Quand on le croise dans les cocktails littéraires ou certaines salles de concert, il est toujours élégant, affable et rieur, parlant plus volontiers de Lou Reed ou des Kinks que d’Annie Ernaux – même si Jean-Pierre Montal est à sa manière un transfuge de (grande) classe, il n’en a pas les éléments de langage stéréotypés. Avoir une double casquette d’écrivain et d’éditeur est une chose courante dans le marigot littéraire. Etre également rockeur est bien plus rare – on n’aurait pas imaginé Philippe Sollers avec une Stratocaster.
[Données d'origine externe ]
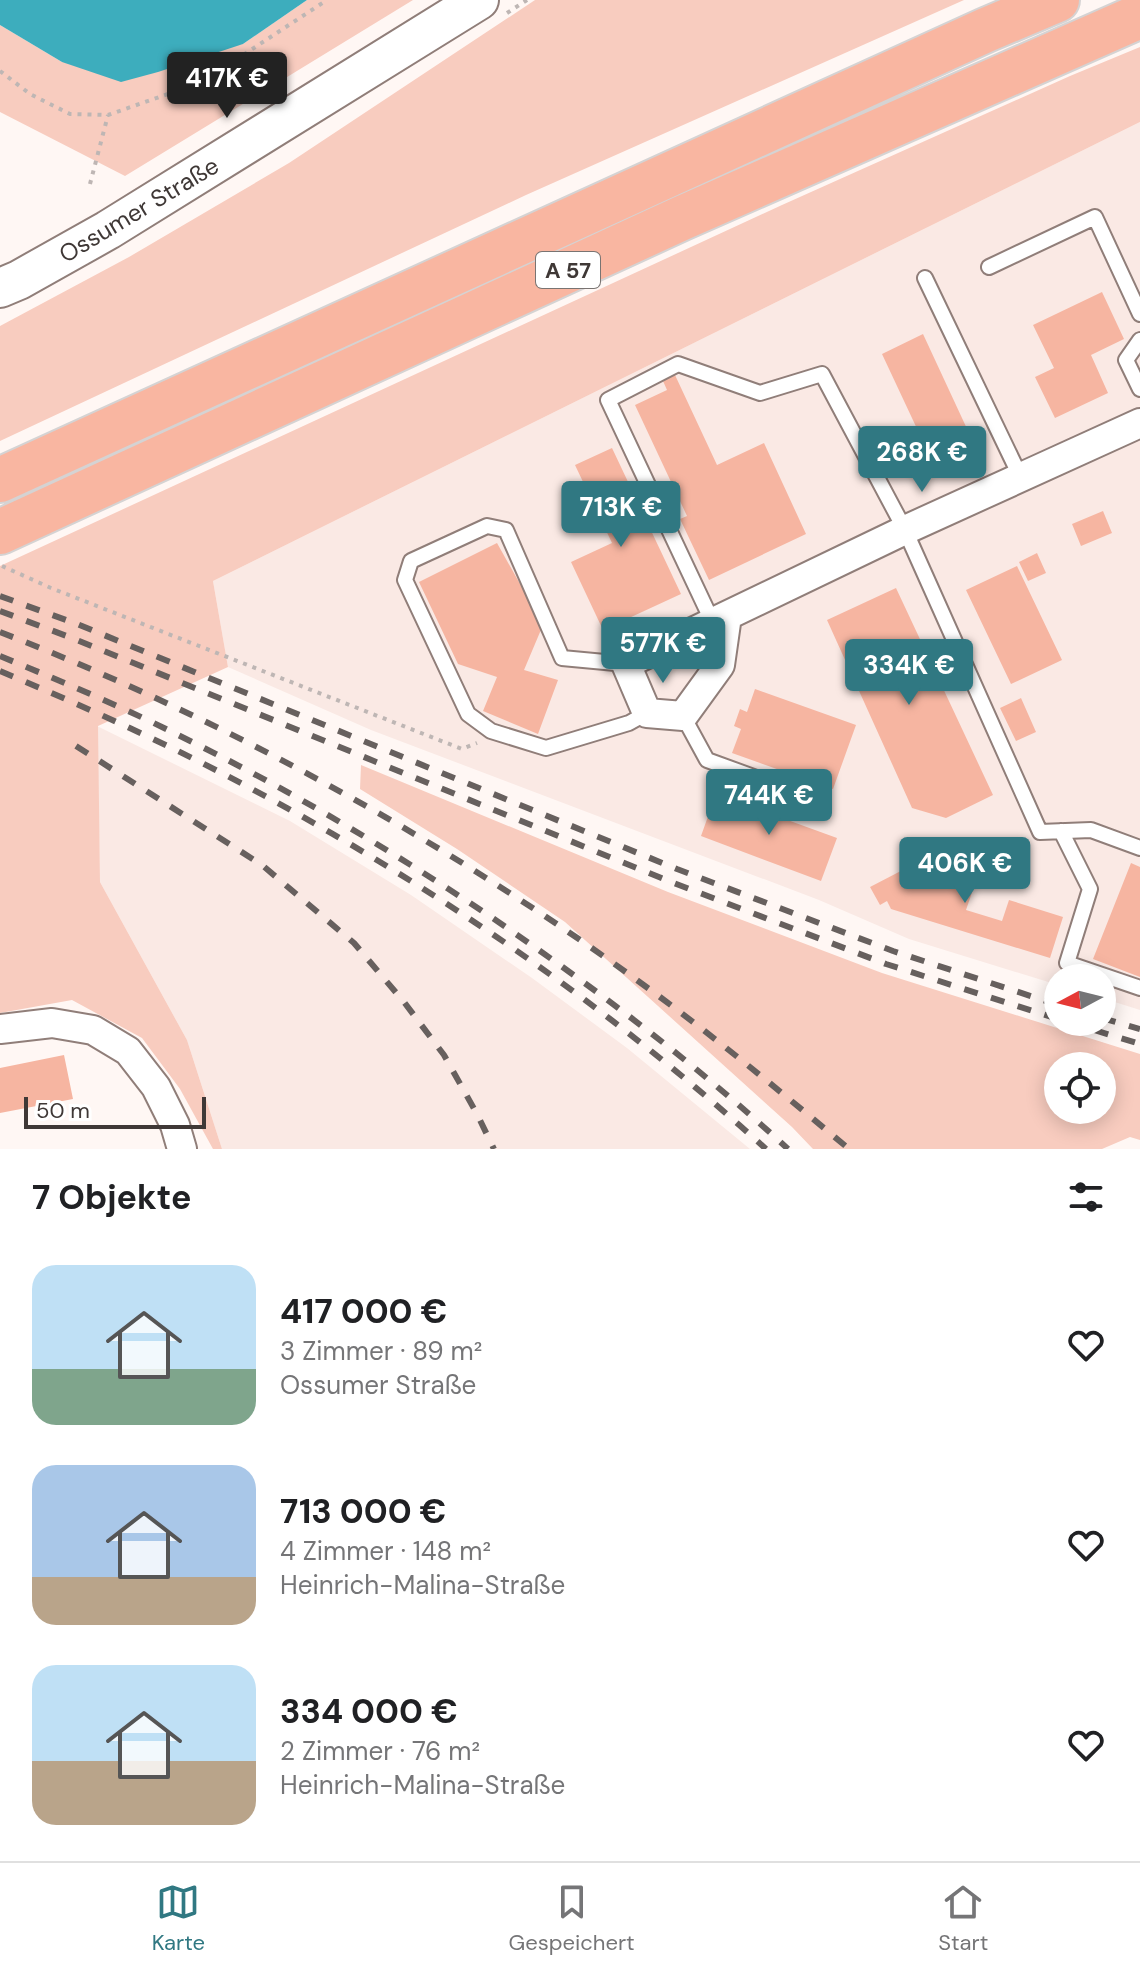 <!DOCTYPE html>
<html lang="de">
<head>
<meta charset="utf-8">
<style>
	body { margin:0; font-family:"DM Sans",sans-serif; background:#f6f6f6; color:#202124; height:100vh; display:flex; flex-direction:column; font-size:30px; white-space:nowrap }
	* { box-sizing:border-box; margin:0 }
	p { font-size:26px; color:#757577 }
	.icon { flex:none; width:44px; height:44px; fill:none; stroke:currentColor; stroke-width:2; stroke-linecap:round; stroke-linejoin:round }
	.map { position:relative; height:1149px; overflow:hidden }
	.sheet { display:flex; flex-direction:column; background:#fff; flex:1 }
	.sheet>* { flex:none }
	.needle { width:52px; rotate:263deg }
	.fabs { position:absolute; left:1044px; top:964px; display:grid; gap:16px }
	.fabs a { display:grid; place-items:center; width:72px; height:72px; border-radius:50%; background:#fff; box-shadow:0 4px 20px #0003; font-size:40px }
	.scale { position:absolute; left:24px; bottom:20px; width:182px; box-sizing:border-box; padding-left:8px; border:4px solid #3f3836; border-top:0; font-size:22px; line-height:28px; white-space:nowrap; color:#3f3836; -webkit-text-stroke:6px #fff; paint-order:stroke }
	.price { position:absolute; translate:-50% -68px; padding:0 18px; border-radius:8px; background:#307882; color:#fff; font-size:26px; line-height:52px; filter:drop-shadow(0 2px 4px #0008) }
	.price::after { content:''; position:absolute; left:50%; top:48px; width:24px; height:18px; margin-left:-12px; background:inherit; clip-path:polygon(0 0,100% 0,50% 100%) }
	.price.selected { background:#222; color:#fff }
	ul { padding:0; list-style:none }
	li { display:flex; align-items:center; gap:24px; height:200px; padding:0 32px }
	li span { display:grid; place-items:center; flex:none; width:224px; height:160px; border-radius:24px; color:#555 }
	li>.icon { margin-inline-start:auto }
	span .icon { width:96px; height:96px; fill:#fffc; stroke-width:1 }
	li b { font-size:34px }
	h2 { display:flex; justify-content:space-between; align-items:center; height:96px; padding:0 32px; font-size:34px }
	.dock { display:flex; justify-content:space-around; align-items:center; height:112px; border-top:2px solid #e0e0e0; background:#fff; font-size:22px; color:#757577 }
	.dock a { display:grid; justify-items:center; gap:4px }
	.dock .selected { color:#307882 }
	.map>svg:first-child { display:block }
</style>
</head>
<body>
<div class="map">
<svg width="1140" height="1149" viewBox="0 0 1140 1149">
	<rect width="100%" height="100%" fill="#fff7f4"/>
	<path fill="#fae9e4" d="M1140,122V1010L1102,998V978H1058V985L909,939L819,900L371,730L228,667L213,581Z
		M97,726L290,821L411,895L532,978L627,1048L750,1149H222L187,1040L100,882Z"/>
	<path fill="#f8ccbf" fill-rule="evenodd" d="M307,0H413L125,176L0,112V25L62,62L243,44Z
		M535,0H964L526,195L0,441V326L129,257L289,163Z
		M1140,47V122L213,581L228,667L98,726L100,882L187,1040L222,1149H213L180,1089L142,1038L72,1000L0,1013V566L782,205L1070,76Z
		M361,765L668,892L882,973L1140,1054V1140L1130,1137L1102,1149H813L792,1127L565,922L457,849L360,789ZM1102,1066V1110H1058V1066Z"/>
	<path fill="#3dadbd" d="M0,0H307L243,44L158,72L121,82L62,62L0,25Z"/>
	<path fill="#f6b5a1" d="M1102,292L1124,339L1091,355L1108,393L1055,418L1035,377L1054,368L1033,325Z
		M923,334L975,446L934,465L882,354Z
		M675,375L717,465L764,443L806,534L709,580L680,519L687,516L635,405L667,390L663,381Z
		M612,448L681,594L603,630L571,562L612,543L575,465Z
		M1103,511L1112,533L1081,546L1072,524Z
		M497,543L543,625L524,670L558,680L538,734L483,711L497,677L458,664L419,582Z
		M1037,553L1046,573L1028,581L1019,562Z
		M1017,566L1062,660L1011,684L966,590Z
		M896,588L993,795L946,818L912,808L827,620Z
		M755,689L856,725L833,789L732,753L741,729L734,726L740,709L747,712Z
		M1021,698L1036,732L1016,741L1000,708Z
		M716,794L837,838L821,881L701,836Z
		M947,847L958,870L975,861L982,863L966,910L1002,921L1009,900L1063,917L1050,958L891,909L887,901L880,905L870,887Z
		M1131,863L1140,867V977L1093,959Z
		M64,1055L73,1099L0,1113V1068Z"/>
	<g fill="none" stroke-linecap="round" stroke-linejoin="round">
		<g stroke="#907e79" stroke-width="18">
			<path id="lane" d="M989,267L1095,217L1140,314
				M925,278L1021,478
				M1140,340L1126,360L1140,389
				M713,623L608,400L678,364L760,393L822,374L905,530L1040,832L1091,830L1140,848
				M626,664L562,658L506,530L487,526L411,561L405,580L468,714L491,731L546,748L629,723L647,713
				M683,716L707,760L792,791
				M1061,831L1090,889L1067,963L1140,988"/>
		</g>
		<g stroke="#907e79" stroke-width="32">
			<path id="street" d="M727,616L720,665L683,716L647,713L626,664L905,530L1140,423
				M0,1029L52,1023L93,1030L128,1051L156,1087L175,1125L182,1149"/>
		</g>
		<g stroke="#907e79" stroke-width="42">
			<path id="secondary" d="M0,288L19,280L108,230L479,0"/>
		</g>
		<g stroke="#d5d3d3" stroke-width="48">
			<path id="highway" d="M0,480L986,30L1057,0
				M0,532L682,218L1140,16"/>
		</g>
		<path stroke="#beb6b4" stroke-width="4" stroke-dasharray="4 6" stroke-linecap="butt" d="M507,13L527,0
			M0,71L30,94L70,114L108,115L202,82L327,0
			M90,184L108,115
			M2,566L51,588L462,749L477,743"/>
		<use href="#lane" stroke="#fff" stroke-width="14"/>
		<use href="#street" stroke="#fff" stroke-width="28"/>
		<use href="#secondary" stroke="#fff" stroke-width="38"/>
		<use href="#highway" stroke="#f9b6a1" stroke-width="44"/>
		<path stroke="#67605e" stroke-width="6" stroke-dasharray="14 14" stroke-linecap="butt" d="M0,596L77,624L677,869L893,951L1058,1005
			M0,611L72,638L671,882L886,964L1058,1019
			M0,632C232,722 455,846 656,994C722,1043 786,1096 849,1149
			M0,656C58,680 116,704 172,732C285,787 393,851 497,921C599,991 697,1065 788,1149
			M0,671C86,707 170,745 252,789C437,888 611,1008 766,1149
			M76,746L262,865L354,943L404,1002L444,1055L477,1114L494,1149
			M1102,1018L1140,1029
			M1068,1022L1140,1044"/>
	</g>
	<g text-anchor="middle" stroke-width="6" stroke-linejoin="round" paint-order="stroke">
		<rect fill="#fff" stroke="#797472" stroke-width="2" x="536" y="252" width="64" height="36" rx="6"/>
		<g font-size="22" font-weight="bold" fill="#3f3836">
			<text x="568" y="278">A 57</text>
		</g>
		<g font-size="24" fill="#3f3836" stroke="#fff">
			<text transform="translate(139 210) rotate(-31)" y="8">Ossumer Straße</text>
		</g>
	</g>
</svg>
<div class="fabs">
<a><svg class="needle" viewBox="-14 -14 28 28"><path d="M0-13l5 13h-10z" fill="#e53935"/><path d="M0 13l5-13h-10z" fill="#757577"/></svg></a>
<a><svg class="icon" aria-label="locate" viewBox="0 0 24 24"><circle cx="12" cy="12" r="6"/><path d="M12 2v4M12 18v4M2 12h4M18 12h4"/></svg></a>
</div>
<div class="scale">50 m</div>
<b class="price selected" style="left:227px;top:120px">417K €</b>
<b class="price" style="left:922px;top:494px">268K €</b>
<b class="price" style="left:621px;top:549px">713K €</b>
<b class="price" style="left:663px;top:685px">577K €</b>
<b class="price" style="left:909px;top:707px">334K €</b>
<b class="price" style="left:769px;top:837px">744K €</b>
<b class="price" style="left:965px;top:905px">406K €</b>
</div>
<section class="sheet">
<h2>7 Objekte<svg class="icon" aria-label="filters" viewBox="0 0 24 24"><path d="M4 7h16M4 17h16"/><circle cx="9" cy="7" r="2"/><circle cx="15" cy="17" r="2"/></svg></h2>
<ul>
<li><span style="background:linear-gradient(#bfe0f5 65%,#7fa58c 0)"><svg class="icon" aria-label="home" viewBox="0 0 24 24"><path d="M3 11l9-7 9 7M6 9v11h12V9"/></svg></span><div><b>417 000 €</b><p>3 Zimmer · 89 m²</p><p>Ossumer Straße</p></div><svg class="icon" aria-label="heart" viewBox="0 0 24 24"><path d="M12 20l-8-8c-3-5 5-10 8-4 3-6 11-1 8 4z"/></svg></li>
<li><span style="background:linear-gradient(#a9c7e8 70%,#b9a48a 0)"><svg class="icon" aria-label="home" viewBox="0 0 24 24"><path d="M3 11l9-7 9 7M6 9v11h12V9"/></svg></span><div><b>713 000 €</b><p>4 Zimmer · 148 m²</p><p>Heinrich-Malina-Straße</p></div><svg class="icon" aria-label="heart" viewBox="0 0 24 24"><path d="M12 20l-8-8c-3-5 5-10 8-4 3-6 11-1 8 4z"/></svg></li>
<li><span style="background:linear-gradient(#bfe0f5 60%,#b9a48a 0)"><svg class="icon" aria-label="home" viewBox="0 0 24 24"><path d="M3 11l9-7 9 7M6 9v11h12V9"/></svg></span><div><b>334 000 €</b><p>2 Zimmer · 76 m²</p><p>Heinrich-Malina-Straße</p></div><svg class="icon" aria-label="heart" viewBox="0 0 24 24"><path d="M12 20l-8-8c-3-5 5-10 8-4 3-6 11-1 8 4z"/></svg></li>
</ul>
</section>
<nav class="dock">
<a class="selected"><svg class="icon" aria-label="map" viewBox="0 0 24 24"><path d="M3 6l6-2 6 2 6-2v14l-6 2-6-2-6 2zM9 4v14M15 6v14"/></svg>Karte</a>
<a><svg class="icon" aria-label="saved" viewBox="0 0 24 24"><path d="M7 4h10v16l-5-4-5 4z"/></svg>Gespeichert</a>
<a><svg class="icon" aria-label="home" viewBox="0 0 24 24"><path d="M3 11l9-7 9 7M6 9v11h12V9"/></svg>Start</a>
</nav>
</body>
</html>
Branchez la guitare : bien que nous interviewons l’écrivain/chanteur dans un café de l’Odéon, il n’a rien d’un « fils de » du quartier.
Jean-Pierre Montal naît en 1971 à Saint-Etienne, comme Bernard Lavilliers avant lui. Sa mère est issue du monde ouvrier communiste stéphanois, son père vient du Cantal : « Il avait eu une enfance paysanne, ambiance La Guerre des boutons, avec des frondes et des sabots. Il avait un peu le vice du self-made man : il a fait grossir une petite entreprise de travaux publics. » Quand on grandit en périphérie de Saint-Etienne à l’époque, il n’y en a naturellement que pour les Verts : « J’avais le maillot, et mon père m’emmenait au stade Geoffroy-Guichard, où j’adorais l’ambiance. Je n’ai pas vu jouer la grande équipe, mais j’ai connu les débuts de Michel Platini. Il y avait des noms mythiques. Ici, à Saint-Germain-des-Prés, vous parlez de BHL comme d’une légende. Nous, nous avions Synaeghel ou Farison. Ces noms électrisaient la ville ! Les joueurs étaient très simples, ce qui me plaisait. Quand on punaisait dans sa chambre un poster de Jean-François Larios, on avait l’impression qu’on allait le croiser au PMU – et d’ailleurs, on l’y croisait ! Mais le foot m’a lâché assez vite, quand le rock a tout emporté. »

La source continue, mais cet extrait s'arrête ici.